On Tuesday, a day after the Vallejo Sun inquired about the delays, commissioners received an email from the city clerk with a request for commissioners to indicate their availability on a list of possible training dates in November and December.
The creation of an oversight body is one of 45 reforms required by the state Department of Justice in a 2020 agreement, but it has faced years of delays. The City Council adopted an ordinance to create the commission in December 2022 and commissioners were appointed in late February of this year. The commissioners were sworn in on Aug. 20 after a background check.
But a training program, which is expected to take as long as six months, has not started. The ordinance requires commissioners to complete sessions covering 12 subject areas within nine months of their appointment. Any extensions must be approved by the City Council.
Lewis is facing another deadline, his term ends in February 2025 and at this point it appears unlikely that he will be able to complete the training program by then. When the commissioners were appointed, they were randomly assigned staggered term lengths and Lewis was assigned the shortest term of only a year.
Commissioner Mike Nisperos was also frustrated when the training did not start soon after the commissioners were sworn in.

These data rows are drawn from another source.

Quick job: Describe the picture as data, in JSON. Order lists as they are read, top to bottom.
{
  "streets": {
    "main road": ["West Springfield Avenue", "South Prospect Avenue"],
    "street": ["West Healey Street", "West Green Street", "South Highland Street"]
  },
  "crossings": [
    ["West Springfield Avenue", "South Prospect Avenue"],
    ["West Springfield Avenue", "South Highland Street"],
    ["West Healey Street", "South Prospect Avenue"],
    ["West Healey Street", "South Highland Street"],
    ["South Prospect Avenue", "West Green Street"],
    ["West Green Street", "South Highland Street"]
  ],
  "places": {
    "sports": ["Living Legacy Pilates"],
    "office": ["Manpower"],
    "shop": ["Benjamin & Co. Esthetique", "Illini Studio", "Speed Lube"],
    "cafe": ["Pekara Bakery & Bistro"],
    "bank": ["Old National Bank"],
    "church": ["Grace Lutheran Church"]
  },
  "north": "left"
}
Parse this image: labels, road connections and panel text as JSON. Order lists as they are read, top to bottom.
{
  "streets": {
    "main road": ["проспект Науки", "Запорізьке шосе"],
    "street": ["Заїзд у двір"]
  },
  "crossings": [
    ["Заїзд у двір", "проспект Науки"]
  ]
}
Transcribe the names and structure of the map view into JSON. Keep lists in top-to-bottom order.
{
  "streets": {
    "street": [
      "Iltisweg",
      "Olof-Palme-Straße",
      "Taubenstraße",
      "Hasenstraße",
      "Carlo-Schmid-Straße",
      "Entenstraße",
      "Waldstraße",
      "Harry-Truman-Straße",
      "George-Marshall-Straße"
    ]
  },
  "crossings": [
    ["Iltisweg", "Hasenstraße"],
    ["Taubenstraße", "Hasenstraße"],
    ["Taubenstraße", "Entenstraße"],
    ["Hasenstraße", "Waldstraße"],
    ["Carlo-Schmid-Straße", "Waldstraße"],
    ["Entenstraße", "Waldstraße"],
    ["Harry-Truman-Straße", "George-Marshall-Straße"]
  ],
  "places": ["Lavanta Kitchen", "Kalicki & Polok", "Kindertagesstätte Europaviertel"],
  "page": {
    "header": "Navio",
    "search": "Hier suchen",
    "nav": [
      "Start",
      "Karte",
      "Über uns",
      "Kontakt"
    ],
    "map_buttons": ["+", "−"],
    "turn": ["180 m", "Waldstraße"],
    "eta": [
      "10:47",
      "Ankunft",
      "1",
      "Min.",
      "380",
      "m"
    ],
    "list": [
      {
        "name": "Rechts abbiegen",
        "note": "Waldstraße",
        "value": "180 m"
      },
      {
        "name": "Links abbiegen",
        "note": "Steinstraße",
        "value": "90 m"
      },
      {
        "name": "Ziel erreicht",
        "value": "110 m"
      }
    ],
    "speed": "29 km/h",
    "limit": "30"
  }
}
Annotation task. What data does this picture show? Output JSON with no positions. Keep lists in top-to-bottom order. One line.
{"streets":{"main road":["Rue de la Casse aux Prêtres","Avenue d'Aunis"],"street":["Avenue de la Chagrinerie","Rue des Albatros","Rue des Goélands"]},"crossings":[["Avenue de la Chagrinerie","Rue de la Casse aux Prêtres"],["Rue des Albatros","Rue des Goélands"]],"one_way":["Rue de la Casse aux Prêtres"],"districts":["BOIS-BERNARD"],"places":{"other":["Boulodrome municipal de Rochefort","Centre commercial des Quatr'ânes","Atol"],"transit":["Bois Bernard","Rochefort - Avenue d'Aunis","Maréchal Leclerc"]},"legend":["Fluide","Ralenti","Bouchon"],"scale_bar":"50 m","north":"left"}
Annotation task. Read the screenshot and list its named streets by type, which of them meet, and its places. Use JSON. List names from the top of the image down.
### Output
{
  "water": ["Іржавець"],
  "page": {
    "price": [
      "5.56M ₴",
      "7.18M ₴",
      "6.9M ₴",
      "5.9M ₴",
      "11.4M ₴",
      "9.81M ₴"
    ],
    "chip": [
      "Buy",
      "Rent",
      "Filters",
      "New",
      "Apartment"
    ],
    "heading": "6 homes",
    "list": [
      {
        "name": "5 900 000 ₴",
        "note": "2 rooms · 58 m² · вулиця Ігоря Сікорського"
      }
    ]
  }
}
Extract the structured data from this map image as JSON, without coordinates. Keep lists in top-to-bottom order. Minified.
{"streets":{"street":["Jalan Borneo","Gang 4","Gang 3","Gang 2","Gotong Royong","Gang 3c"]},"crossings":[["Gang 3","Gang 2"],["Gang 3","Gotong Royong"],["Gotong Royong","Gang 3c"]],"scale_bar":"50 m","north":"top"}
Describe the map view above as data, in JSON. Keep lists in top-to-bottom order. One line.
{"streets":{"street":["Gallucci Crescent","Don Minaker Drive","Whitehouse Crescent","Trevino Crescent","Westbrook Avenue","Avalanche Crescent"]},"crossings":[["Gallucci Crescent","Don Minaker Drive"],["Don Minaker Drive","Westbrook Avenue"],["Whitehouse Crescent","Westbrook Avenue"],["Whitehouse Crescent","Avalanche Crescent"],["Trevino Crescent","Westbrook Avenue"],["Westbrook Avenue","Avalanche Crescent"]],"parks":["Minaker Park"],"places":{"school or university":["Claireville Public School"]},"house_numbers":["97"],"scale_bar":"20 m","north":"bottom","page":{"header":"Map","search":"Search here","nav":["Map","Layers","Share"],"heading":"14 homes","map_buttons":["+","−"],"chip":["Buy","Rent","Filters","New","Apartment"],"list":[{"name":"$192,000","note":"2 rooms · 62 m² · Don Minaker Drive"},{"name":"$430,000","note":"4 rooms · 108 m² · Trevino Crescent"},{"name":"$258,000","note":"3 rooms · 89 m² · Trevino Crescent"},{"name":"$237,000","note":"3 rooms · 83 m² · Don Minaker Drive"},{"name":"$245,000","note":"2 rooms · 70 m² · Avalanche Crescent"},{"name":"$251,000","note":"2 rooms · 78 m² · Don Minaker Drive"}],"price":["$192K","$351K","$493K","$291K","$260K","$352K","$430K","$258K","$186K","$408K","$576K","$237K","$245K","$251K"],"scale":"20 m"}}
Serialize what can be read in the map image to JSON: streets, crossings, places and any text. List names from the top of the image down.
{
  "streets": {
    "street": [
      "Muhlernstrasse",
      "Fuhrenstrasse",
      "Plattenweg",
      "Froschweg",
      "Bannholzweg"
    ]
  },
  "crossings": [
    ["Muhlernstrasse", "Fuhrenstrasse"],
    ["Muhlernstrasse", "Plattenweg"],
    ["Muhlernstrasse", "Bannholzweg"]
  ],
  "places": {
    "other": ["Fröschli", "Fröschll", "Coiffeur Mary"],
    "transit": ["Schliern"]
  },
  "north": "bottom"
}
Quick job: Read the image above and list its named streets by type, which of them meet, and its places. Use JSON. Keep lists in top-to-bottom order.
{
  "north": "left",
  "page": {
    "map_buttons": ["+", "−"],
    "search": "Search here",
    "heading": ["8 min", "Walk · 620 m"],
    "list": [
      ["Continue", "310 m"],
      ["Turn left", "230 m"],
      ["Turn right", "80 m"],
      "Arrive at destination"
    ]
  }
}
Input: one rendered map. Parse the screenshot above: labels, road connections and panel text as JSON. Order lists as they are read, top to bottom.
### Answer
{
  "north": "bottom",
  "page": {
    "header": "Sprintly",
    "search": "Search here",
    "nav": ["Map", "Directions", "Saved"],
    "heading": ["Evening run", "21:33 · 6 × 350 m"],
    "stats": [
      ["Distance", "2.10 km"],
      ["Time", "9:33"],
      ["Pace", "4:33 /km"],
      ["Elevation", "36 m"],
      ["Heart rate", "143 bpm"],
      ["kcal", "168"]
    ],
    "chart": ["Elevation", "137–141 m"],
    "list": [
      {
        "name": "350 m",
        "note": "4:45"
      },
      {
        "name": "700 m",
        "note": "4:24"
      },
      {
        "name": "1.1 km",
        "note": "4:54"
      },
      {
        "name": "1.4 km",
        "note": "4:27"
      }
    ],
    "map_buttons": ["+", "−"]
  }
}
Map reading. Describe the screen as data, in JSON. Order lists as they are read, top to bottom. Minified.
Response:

Nisperos is a retired trial attorney with a lengthy and varied career, he served as chief counsel for the State Bar, worked in defense and prosecutorial roles for U.S. Air Force Judge Advocate General Corps and he was a deputy district attorney for Alameda county.
Nisperos is no stranger to police oversight, he was involved in Oakland’s Citizen Police Review Board in the mid-1990s and in 2017 he was appointed to Oakland’s police commission. Nisperos served on the Oakland commission until the end of 2018 when he moved to Vallejo, where he participated in drafting and negotiating Vallejo’s police commission ordinance as a member of the advocacy group Common Ground.
Nisperos said that the background check was unnecessarily long and the commissioners should have been sworn in much earlier so the training could get underway.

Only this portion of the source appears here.